◆ **TASK ITEM**
Each line in the records below, from the one that contains "position:absolute; left:1768px; top:854px;" to the one that contains "display:grid; place-items:center; width:72px;", should be reproduced exactly, the first and last included.

[RECORDS SUPPLIED]

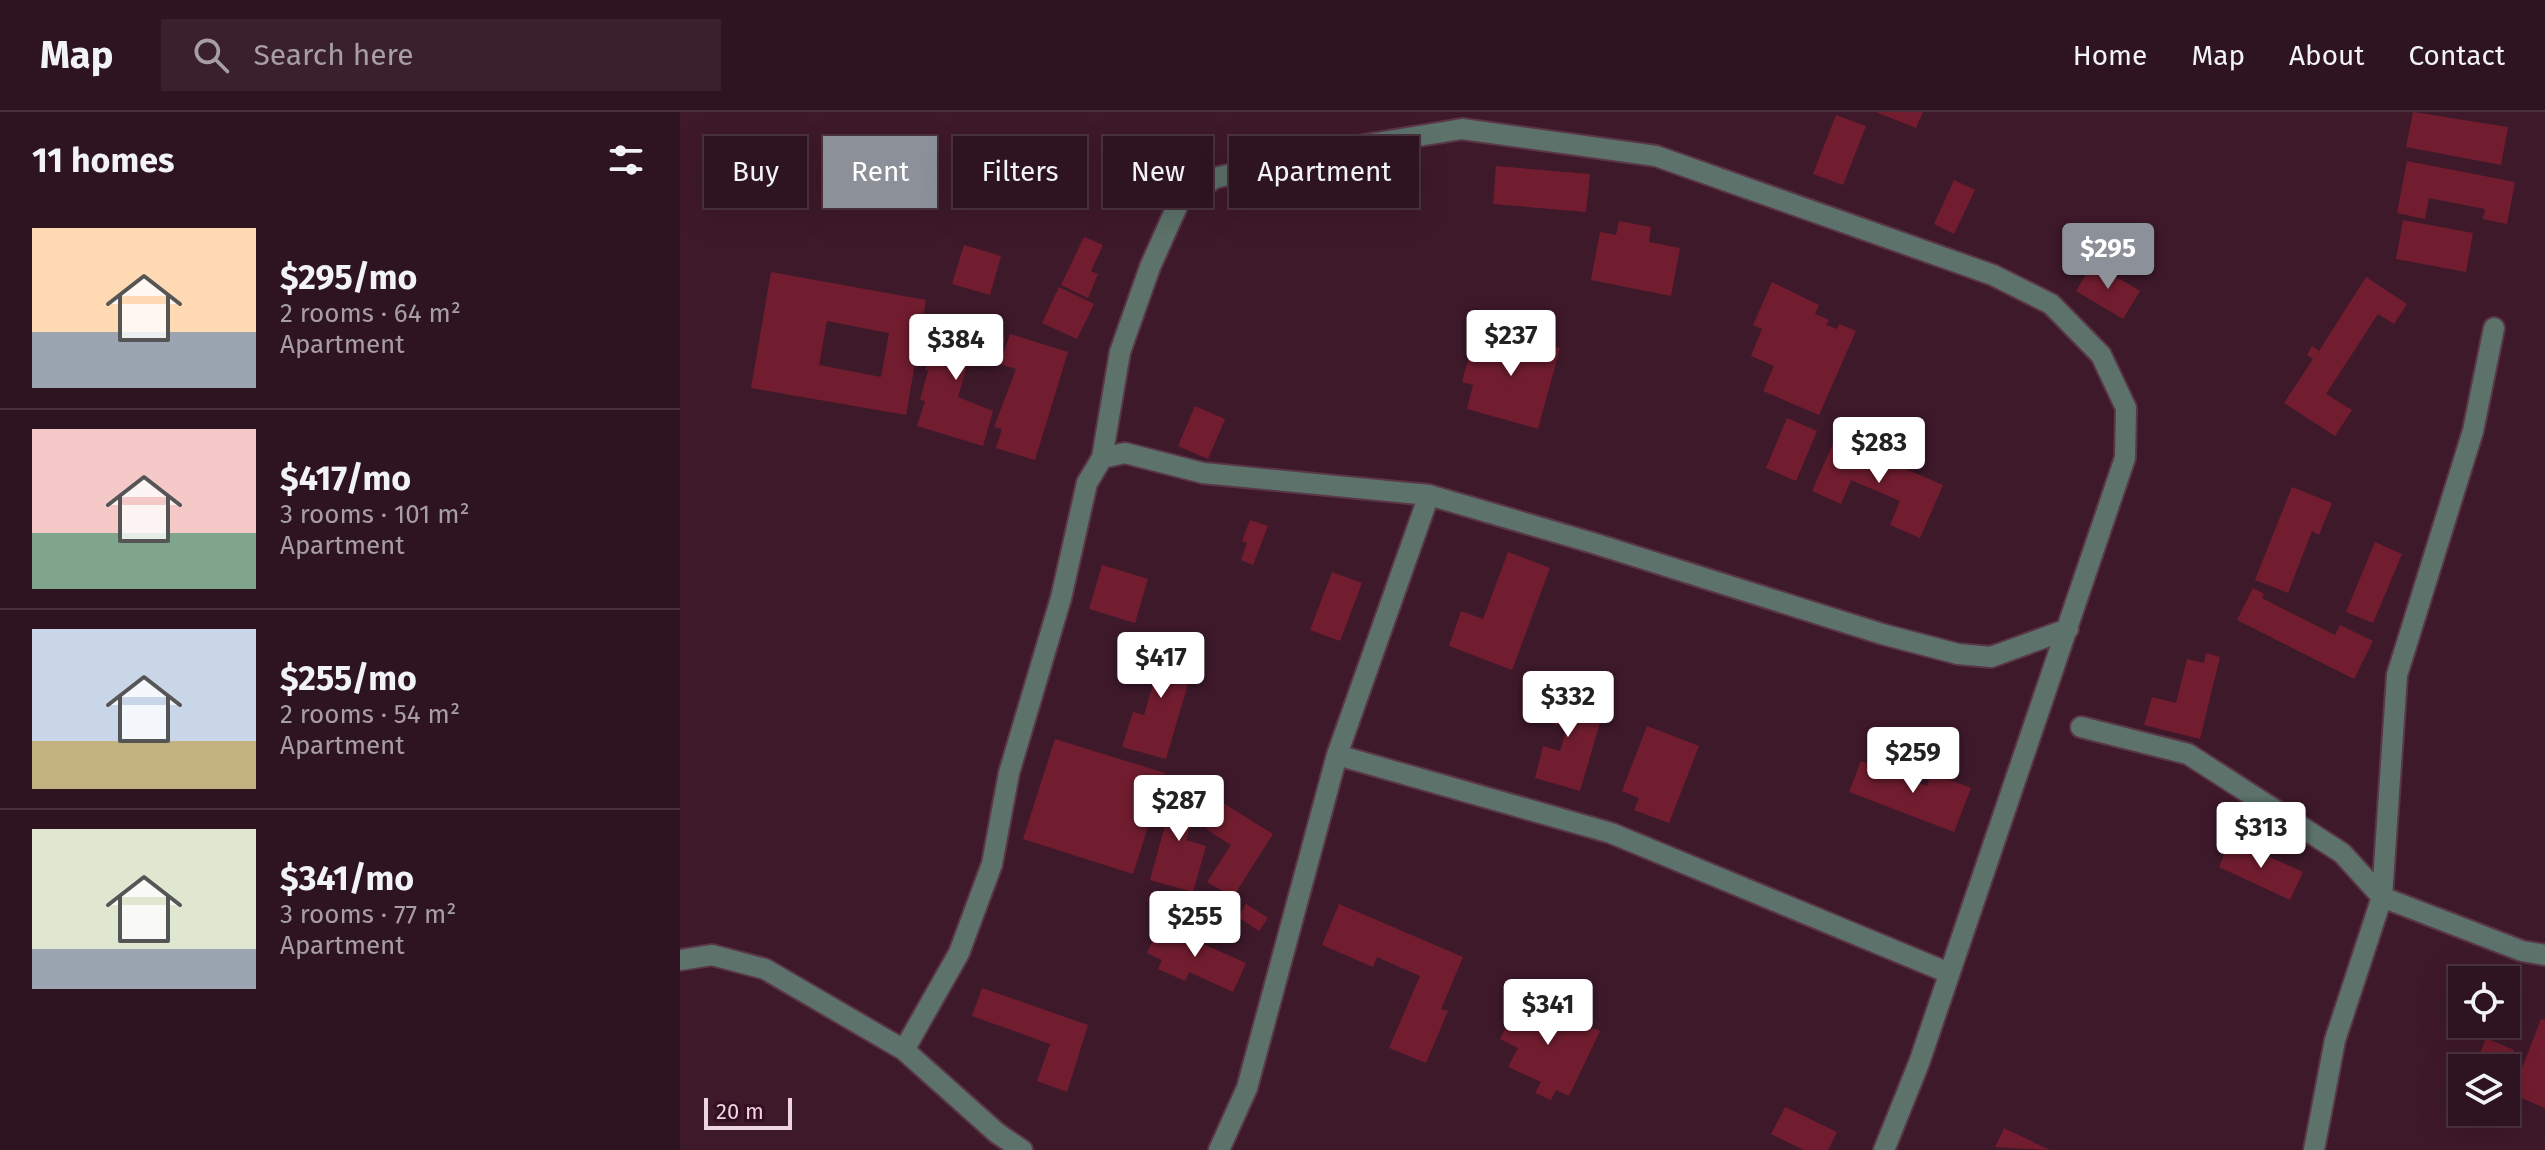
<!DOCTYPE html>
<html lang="en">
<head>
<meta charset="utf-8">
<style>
  body { margin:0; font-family:"Fira Sans",sans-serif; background:#3a202d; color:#f1f3f6; height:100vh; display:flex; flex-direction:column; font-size:30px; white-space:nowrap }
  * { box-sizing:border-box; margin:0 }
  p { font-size:26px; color:#a79ea5 }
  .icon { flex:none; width:44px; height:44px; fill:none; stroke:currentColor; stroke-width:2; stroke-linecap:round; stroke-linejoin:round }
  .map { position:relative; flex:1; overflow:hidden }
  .drawer { display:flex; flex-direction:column; background:#2e1320; width:680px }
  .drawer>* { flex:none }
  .banner { position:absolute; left:24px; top:24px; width:760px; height:72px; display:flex; gap:16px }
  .tools { position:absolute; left:1768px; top:854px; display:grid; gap:16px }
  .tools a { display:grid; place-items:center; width:72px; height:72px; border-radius:0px; background:#2e1320; box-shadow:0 8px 32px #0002,0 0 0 2px #49323e; font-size:40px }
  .scale { position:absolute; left:24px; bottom:20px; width:88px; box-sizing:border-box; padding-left:8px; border:4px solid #efd5df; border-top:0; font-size:22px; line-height:28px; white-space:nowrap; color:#efd5df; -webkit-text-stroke:6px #330f21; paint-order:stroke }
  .price { position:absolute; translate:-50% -68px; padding:0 18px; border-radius:8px; background:#fff; color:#222; font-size:26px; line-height:52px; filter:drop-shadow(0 2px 4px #0008) }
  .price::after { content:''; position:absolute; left:50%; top:48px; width:24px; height:18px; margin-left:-12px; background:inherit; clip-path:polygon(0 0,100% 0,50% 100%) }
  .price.selected { background:#8c9099; color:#fff }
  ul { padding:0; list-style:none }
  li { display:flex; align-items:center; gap:24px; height:200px; padding:0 32px }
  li+li { border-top:2px solid #49323e }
  li span { display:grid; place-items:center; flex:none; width:224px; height:160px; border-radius:0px; color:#555 }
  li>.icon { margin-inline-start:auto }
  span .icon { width:96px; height:96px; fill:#fffc; stroke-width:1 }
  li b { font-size:34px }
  h2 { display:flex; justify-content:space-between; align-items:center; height:96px; padding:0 32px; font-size:34px }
  .tag { padding:0 28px; border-radius:0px; background:#2e1320; box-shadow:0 8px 32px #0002,0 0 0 2px #49323e; font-size:28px; line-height:72px }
  .tag.selected { background:#8c9099; color:#fff }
  header { display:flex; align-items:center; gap:48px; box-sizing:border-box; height:112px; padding:0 40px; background:#2e1320; border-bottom:2px solid #49323e }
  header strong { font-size:38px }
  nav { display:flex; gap:44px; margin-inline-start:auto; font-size:28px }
  .search { width:560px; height:72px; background:#3a202d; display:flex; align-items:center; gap:20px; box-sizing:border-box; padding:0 28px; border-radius:0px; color:#a79ea5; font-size:30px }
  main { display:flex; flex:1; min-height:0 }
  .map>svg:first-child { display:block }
</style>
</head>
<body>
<header>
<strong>Map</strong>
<div class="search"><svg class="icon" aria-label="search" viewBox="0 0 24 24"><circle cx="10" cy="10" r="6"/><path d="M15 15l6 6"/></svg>Search here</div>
<nav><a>Home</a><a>Map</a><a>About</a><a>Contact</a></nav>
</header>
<main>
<section class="drawer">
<h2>11 homes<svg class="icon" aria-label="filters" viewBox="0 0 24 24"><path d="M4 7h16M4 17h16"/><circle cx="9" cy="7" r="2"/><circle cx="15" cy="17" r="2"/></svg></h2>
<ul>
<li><span style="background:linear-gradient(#ffd9b3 65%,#9aa5b1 0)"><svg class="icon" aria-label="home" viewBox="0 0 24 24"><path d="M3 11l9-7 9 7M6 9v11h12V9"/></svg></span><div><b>$295/mo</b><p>2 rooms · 64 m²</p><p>Apartment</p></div></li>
<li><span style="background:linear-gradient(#f6c9c9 65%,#7fa58c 0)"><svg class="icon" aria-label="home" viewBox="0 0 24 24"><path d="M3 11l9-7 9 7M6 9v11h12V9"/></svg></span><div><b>$417/mo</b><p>3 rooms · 101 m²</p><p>Apartment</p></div></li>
<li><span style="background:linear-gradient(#c9d6e8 70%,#c2b280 0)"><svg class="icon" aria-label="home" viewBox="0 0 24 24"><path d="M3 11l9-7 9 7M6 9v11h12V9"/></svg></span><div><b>$255/mo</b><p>2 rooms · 54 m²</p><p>Apartment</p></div></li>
<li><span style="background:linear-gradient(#dfe7d0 75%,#9aa5b1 0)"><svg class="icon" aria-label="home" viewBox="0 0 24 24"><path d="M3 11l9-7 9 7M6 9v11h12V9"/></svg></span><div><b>$341/mo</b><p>3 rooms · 77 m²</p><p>Apartment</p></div></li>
</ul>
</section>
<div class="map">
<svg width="1865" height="1038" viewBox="0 0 1865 1038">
  <rect width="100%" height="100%" fill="#3e192a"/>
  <path fill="#721d2f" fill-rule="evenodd" d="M 1196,0 L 1243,0 L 1236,16 Z
    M 1733,0 L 1828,15 L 1821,53 L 1726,35 Z
    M 1156,3 L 1186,14 L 1163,73 L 1133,62 Z
    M 1727,49 L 1835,70 L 1827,112 L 1803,107 L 1805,97 L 1749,86 L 1745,107 L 1717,101 Z
    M 816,54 L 910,62 L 906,100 L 813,92 Z
    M 1274,68 L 1295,78 L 1274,122 L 1254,112 Z
    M 1723,108 L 1793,121 L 1786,160 L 1716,147 Z
    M 939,109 L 971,115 L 969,130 L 1000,136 L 991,184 L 911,168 L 920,120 L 936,123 Z
    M 404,125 L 423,133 L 411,159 L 418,162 L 408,186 L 381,173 Z
    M 284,133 L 321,144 L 310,183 L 272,172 Z
    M 1413,151 L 1460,179 L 1443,207 L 1396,179 Z
    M 91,160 L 246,188 L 226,303 L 71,276 ZM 147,209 L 209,221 L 201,265 L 139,253 Z
    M 1686,165 L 1727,192 L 1714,212 L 1698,202 L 1646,282 L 1672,298 L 1655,324 L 1604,291 L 1633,247 L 1627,243 L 1632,234 L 1639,239 Z
    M 1092,170 L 1139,193 L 1135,202 L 1149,208 L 1146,213 L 1157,217 L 1159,212 L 1176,219 L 1139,303 L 1083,279 L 1094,254 L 1071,244 L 1082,217 L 1073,213 Z
    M 379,175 L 414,192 L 397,227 L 362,211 Z
    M 260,207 L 325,226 L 317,252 L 290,244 L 278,285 L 313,299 L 303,334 L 237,314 L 245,289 L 240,288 L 248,259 L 245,258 Z
    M 810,217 L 880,236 L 858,317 L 787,297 L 793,273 L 782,270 L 793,230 L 804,234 Z
    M 330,222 L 388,240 L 355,348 L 316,336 L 322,317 L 314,315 L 336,257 L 320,252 Z
    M 515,294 L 545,307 L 528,347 L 498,334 Z
    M 1107,306 L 1137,319 L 1116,369 L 1086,356 Z
    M 1155,327 L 1263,373 L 1240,426 L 1210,413 L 1220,389 L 1171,368 L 1161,392 L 1132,379 Z
    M 1612,375 L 1652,391 L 1639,423 L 1632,419 L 1608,481 L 1575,468 Z
    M 570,408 L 588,414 L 573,453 L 561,448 L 567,431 L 562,429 Z
    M 1695,430 L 1722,442 L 1693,511 L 1666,500 Z
    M 828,440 L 870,456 L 832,558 L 769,534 L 781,499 L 803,507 Z
    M 422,453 L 468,467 L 455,511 L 409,497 Z
    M 652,460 L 682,471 L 660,529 L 630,518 Z
    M 1573,476 L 1584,482 L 1582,486 L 1655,523 L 1660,513 L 1693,529 L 1674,567 L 1557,508 Z
    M 474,528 L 517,541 L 486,647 L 442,635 L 453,600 L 464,603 L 475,566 L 464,562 Z
    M 1526,541 L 1540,545 L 1520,627 L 1464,613 L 1472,585 L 1496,591 L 1507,547 L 1524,551 Z
    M 865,576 L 916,591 L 913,602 L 922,604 L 900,679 L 855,666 L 863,634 L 880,639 L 887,616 L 856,607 Z
    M 967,614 L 1019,634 L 989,711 L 954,698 L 959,686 L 942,679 Z
    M 375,627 L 485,661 L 453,762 L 343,727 Z
    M 1181,649 L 1247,674 L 1251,661 L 1291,676 L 1274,720 L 1169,680 Z
    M 497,670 L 521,676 L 506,728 L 526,734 L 513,780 L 470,768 Z
    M 543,691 L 593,722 L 553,785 L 527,770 L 551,733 L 526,717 Z
    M 1551,728 L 1623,760 L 1610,788 L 1539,755 Z
    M 566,792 L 588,806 L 579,819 L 558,805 Z
    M 659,792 L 783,845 L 761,897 L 768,899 L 746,951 L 709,936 L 740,864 L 697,845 L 693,855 L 642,833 Z
    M 480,813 L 566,851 L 553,880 L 509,860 L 505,869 L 478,857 L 482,848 L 467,841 Z
    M 302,876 L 408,913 L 387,980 L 357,969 L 370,932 L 292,904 Z
    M 841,885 L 920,919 L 889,984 L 876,978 L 871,988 L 855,981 L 861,970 L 828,955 L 838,936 L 820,927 Z
    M 1861,907 L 1865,908 L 1865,996 L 1832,982 Z
    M 1806,926 L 1834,938 L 1827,956 L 1794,956 Z
    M 1105,995 L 1157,1020 L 1148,1038 L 1124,1038 L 1091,1022 Z
    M 1324,1016 L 1370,1038 L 1315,1035 Z"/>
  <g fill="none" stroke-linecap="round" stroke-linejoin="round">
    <g stroke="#5a3747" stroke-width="24">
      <path id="minor" d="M 422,346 L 445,341 L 523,361 L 749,383 L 913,431 L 1202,522 L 1278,542 L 1311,545 L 1388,517
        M 1401,615 L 1508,642 L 1662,741 L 1702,785 L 1842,839 L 1865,843
        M 657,643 L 931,721 L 1269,861
        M 0,848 L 32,843 L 85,857 L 224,938 L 317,1021 L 342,1038
        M 224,938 L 279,841 L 312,752 L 329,661 L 381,486 L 407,371 L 422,346 L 440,240 L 470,155 L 499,90 L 535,66 L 647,39 L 782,17 L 976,44 L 1313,163 L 1371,192 L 1421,243 L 1446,296 L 1445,346 L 1239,951 L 1204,1038
        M 539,1038 L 567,976 L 657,643 L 749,383
        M 1634,1038 L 1655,928 L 1702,785 L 1717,563 L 1793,319 L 1814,216"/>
    </g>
    <use href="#minor" stroke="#5c726a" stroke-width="20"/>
  </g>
</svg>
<div class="tools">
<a><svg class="icon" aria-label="locate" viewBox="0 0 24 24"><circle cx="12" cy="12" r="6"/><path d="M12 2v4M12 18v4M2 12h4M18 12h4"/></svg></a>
<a><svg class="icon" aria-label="layers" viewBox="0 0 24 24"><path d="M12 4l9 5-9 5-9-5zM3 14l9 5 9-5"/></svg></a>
</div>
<div class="scale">20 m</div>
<b class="price selected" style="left:1428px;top:179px">$295</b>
<b class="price" style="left:831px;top:266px">$237</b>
<b class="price" style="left:276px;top:270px">$384</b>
<b class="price" style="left:1199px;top:373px">$283</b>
<b class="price" style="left:481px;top:588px">$417</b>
<b class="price" style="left:888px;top:627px">$332</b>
<b class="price" style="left:1233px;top:683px">$259</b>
<b class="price" style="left:499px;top:731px">$287</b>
<b class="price" style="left:1581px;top:758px">$313</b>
<b class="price" style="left:515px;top:847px">$255</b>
<b class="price" style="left:868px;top:935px">$341</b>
<div class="banner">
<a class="tag">Buy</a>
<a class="tag selected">Rent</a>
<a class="tag">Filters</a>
<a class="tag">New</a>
<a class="tag">Apartment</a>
</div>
</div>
</main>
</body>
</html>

[/RECORDS SUPPLIED]

◆ **THE ANSWER**
  .tools { position:absolute; left:1768px; top:854px; display:grid; gap:16px }
  .tools a { display:grid; place-items:center; width:72px; height:72px; border-radius:0px; background:#2e1320; box-shadow:0 8px 32px #0002,0 0 0 2px #49323e; font-size:40px }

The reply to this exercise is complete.